| Direct
Corporate Taxation |
In
Luxembourg there are three main taxes impinging on businesses:
Corporate Income Tax, the Municipal Business Tax on Profits,
and the Fortune Tax (a wealth tax). Of course there is also
VAT, and there are withholding taxes.
Scope
of Income Tax
Corporate
Income Tax, or Impot sur le Revenu des Collectivites (IRC),
was introduced during the German occupation in 1940/41 as
Korperschaftssteure. In accordance with the general rule that
a tax once introduced never dies, the Luxembourg tax authorities
decided to keep this interesting German innovation after the
war, although it was substantially modified by the Loi du
4 decembre 1967 portant sur l'impot sur le revenu.
Resident
companies are taxed on their world-wide income.
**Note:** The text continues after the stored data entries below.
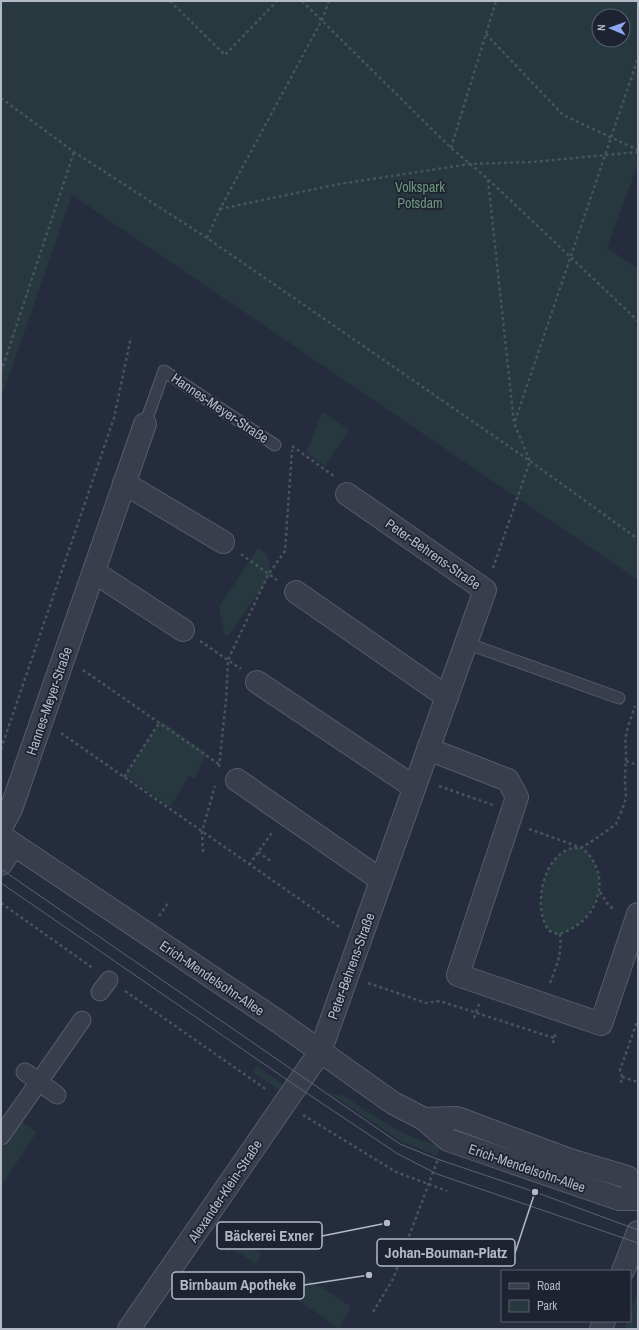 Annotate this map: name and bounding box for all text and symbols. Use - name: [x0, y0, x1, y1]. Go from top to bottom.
- north arrow: [591, 8, 631, 48]
- text: N: [594, 24, 608, 31]
- park label: Volkspark Potsdam: [395, 178, 445, 212]
- street label: Hannes-Meyer-Straße: [168, 369, 272, 447]
- street label: Peter-Behrens-Straße: [382, 514, 484, 594]
- street label: Hannes-Meyer-Straße: [22, 644, 76, 758]
- street label: Peter-Behrens-Straße: [323, 910, 379, 1022]
- street label: Erich-Mendelsohn-Allee: [156, 936, 268, 1020]
- street label: Alexander-Klein-Straße: [183, 1136, 266, 1247]
- street label: Erich-Mendelsohn-Allee: [466, 1140, 588, 1196]
- callout: Bäckerei Exner: [217, 1222, 322, 1249]
- text: Bäckerei Exner: [225, 1225, 314, 1246]
- callout: Johan-Bouman-Platz: [377, 1239, 515, 1266]
- text: Johan-Bouman-Platz: [385, 1242, 507, 1263]
- legend: [501, 1270, 631, 1322]
- callout: Birnbaum Apotheke: [172, 1272, 304, 1299]
- text: Birnbaum Apotheke: [180, 1274, 296, 1295]
- text: Road: [537, 1278, 561, 1294]
- text: Park: [537, 1298, 557, 1314]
Residence
for this purpose means that the business has its main establishment
in Luxembourg, that is, the place from which it is managed,
where it holds its general meetings, and where it performs
central administrative functions. Non-resident companies having
a 'permanent establishment' in Luxembourg (defined as a place
of business or fixed equipment, which would normally include
branches) pay income tax on their income originating in Luxembourg.
IRC
applies to corporate entities, which includes SAs, SARLs,
and Partnerships Limited by Shares (Societes en Commandites
par Actions). Other types of partnership are considered fiscally
transparent, here as elsewhere, so that tax is assessed directly
on the partners rather than the partnership as such.
There
are some tax incentives available for investors who are considered
to be supporting the economic development of the country under
the laws of 28th July 1923, 27th July 1972, and the Tax Reform
Law of 6th December 1990. These apply to specified industries
and investment situations, and apply equally to Luxembougeouis
and foreign investors.
NB:
A Luxembourg 'holding' company, which is the form normally
used for offshore operations, is not subject to IRC. See
Offshore Legal and Tax Regimes
for details of the taxes payable by 'holding' companies. See
Forms Of Company for details
of the European Commission's attempt to reduce the tax benefits
offered to holding companies.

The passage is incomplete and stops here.